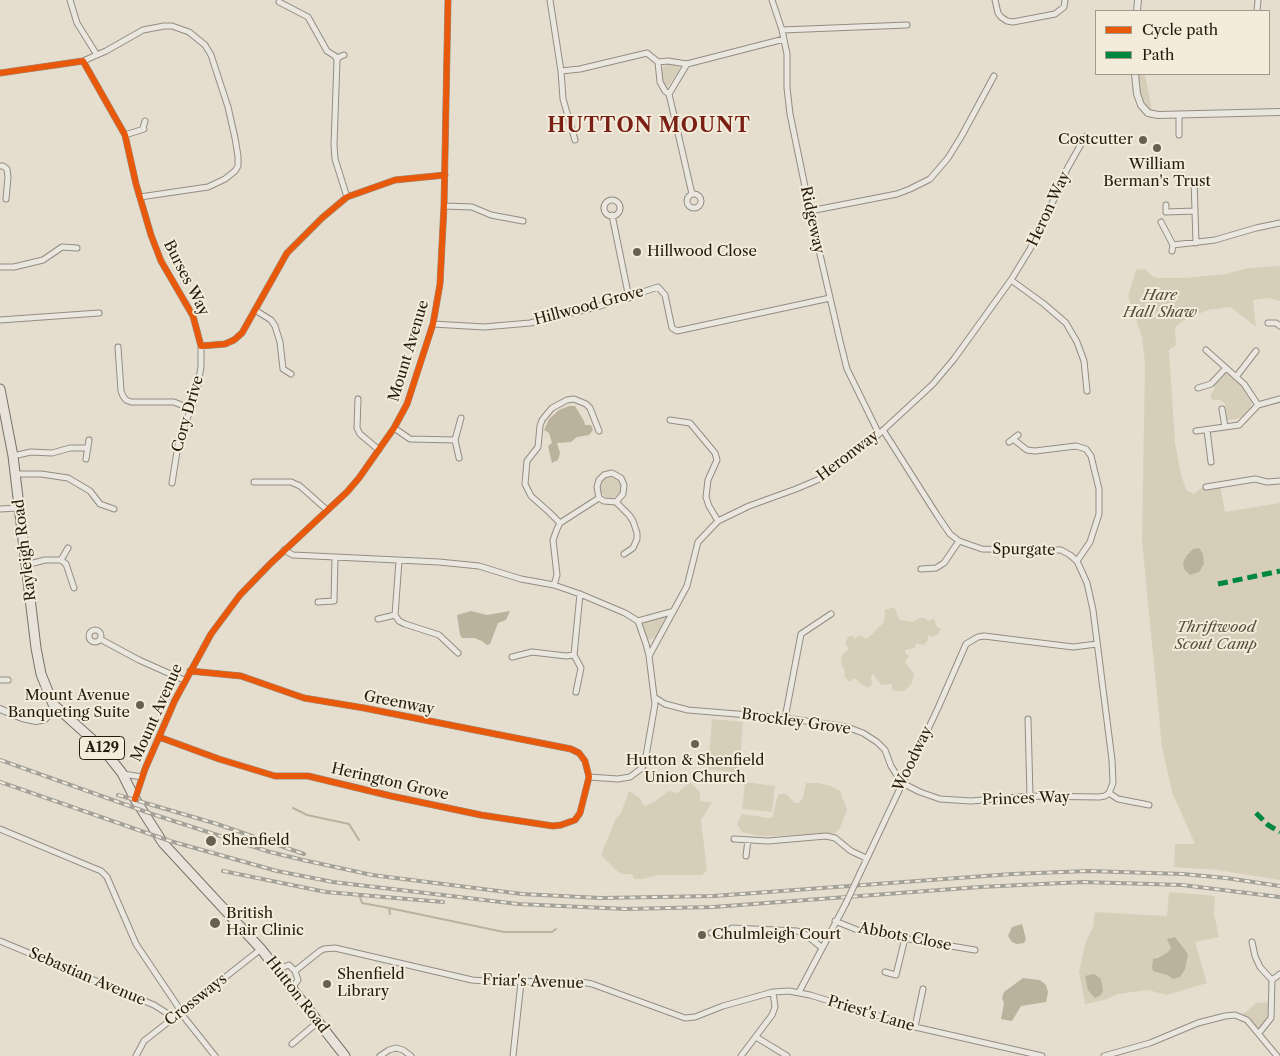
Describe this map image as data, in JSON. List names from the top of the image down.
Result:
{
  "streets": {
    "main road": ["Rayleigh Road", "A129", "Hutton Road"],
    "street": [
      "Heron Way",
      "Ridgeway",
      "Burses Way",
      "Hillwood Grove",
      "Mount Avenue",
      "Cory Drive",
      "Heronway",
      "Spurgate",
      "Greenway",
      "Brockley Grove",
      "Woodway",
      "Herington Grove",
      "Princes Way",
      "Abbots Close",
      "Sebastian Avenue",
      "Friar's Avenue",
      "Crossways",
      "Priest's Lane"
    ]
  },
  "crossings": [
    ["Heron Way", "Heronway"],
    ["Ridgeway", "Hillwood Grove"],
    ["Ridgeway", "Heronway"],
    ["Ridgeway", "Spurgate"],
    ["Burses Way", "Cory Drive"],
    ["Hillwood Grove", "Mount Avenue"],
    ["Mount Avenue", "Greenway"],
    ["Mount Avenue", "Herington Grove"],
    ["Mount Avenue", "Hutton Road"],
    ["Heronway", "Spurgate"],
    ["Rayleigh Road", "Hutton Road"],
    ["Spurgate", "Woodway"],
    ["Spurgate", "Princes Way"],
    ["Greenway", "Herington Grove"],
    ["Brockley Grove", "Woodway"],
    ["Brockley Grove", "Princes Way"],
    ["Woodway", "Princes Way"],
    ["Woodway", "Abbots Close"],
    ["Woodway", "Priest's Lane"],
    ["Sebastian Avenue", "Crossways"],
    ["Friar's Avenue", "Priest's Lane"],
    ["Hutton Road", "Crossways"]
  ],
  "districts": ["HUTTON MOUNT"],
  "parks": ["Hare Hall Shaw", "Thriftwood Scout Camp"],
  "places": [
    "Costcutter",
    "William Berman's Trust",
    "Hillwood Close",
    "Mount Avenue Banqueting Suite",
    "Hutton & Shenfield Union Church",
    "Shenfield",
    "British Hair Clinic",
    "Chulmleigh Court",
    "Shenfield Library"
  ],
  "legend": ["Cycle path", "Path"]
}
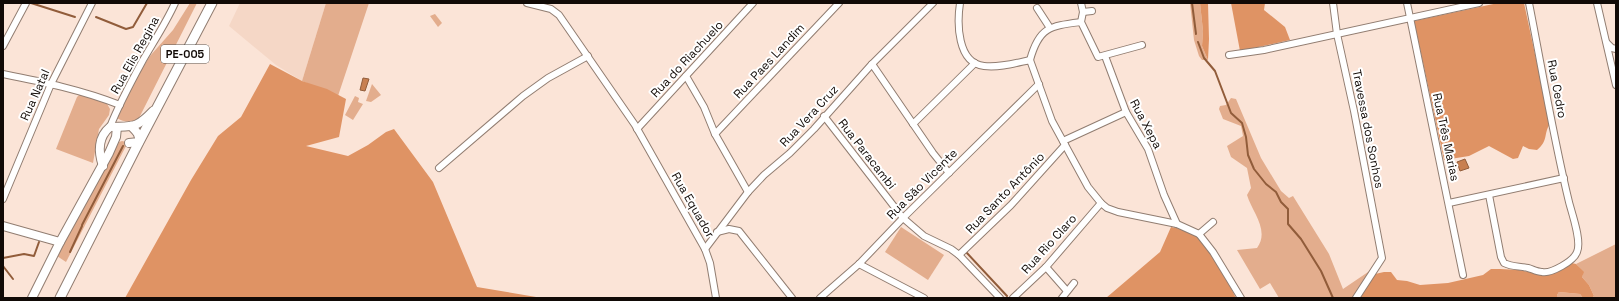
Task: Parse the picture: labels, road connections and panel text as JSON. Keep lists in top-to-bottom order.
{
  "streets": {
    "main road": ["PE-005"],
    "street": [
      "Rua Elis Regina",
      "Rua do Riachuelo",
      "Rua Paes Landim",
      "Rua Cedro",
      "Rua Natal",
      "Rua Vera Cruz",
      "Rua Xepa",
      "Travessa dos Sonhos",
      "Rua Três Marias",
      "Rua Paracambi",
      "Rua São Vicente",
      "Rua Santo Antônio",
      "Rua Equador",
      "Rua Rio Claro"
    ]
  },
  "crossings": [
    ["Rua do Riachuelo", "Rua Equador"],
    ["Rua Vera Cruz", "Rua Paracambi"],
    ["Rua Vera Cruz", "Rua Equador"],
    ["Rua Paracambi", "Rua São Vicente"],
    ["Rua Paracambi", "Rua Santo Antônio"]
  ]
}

*TASK STATEMENT*
Skipping all pictures, set the listing down exactly as written.

*SOLUTION TO THIS EXERCISE*
Describe this map image as data, in JSON. List names from the top of the image down.
Result:
{
  "streets": {
    "main road": ["Rayleigh Road", "A129", "Hutton Road"],
    "street": [
      "Heron Way",
      "Ridgeway",
      "Burses Way",
      "Hillwood Grove",
      "Mount Avenue",
      "Cory Drive",
      "Heronway",
      "Spurgate",
      "Greenway",
      "Brockley Grove",
      "Woodway",
      "Herington Grove",
      "Princes Way",
      "Abbots Close",
      "Sebastian Avenue",
      "Friar's Avenue",
      "Crossways",
      "Priest's Lane"
    ]
  },
  "crossings": [
    ["Heron Way", "Heronway"],
    ["Ridgeway", "Hillwood Grove"],
    ["Ridgeway", "Heronway"],
    ["Ridgeway", "Spurgate"],
    ["Burses Way", "Cory Drive"],
    ["Hillwood Grove", "Mount Avenue"],
    ["Mount Avenue", "Greenway"],
    ["Mount Avenue", "Herington Grove"],
    ["Mount Avenue", "Hutton Road"],
    ["Heronway", "Spurgate"],
    ["Rayleigh Road", "Hutton Road"],
    ["Spurgate", "Woodway"],
    ["Spurgate", "Princes Way"],
    ["Greenway", "Herington Grove"],
    ["Brockley Grove", "Woodway"],
    ["Brockley Grove", "Princes Way"],
    ["Woodway", "Princes Way"],
    ["Woodway", "Abbots Close"],
    ["Woodway", "Priest's Lane"],
    ["Sebastian Avenue", "Crossways"],
    ["Friar's Avenue", "Priest's Lane"],
    ["Hutton Road", "Crossways"]
  ],
  "districts": ["HUTTON MOUNT"],
  "parks": ["Hare Hall Shaw", "Thriftwood Scout Camp"],
  "places": [
    "Costcutter",
    "William Berman's Trust",
    "Hillwood Close",
    "Mount Avenue Banqueting Suite",
    "Hutton & Shenfield Union Church",
    "Shenfield",
    "British Hair Clinic",
    "Chulmleigh Court",
    "Shenfield Library"
  ],
  "legend": ["Cycle path", "Path"]
}
Task: Parse the picture: labels, road connections and panel text as JSON. Keep lists in top-to-bottom order.
{
  "streets": {
    "main road": ["PE-005"],
    "street": [
      "Rua Elis Regina",
      "Rua do Riachuelo",
      "Rua Paes Landim",
      "Rua Cedro",
      "Rua Natal",
      "Rua Vera Cruz",
      "Rua Xepa",
      "Travessa dos Sonhos",
      "Rua Três Marias",
      "Rua Paracambi",
      "Rua São Vicente",
      "Rua Santo Antônio",
      "Rua Equador",
      "Rua Rio Claro"
    ]
  },
  "crossings": [
    ["Rua do Riachuelo", "Rua Equador"],
    ["Rua Vera Cruz", "Rua Paracambi"],
    ["Rua Vera Cruz", "Rua Equador"],
    ["Rua Paracambi", "Rua São Vicente"],
    ["Rua Paracambi", "Rua Santo Antônio"]
  ]
}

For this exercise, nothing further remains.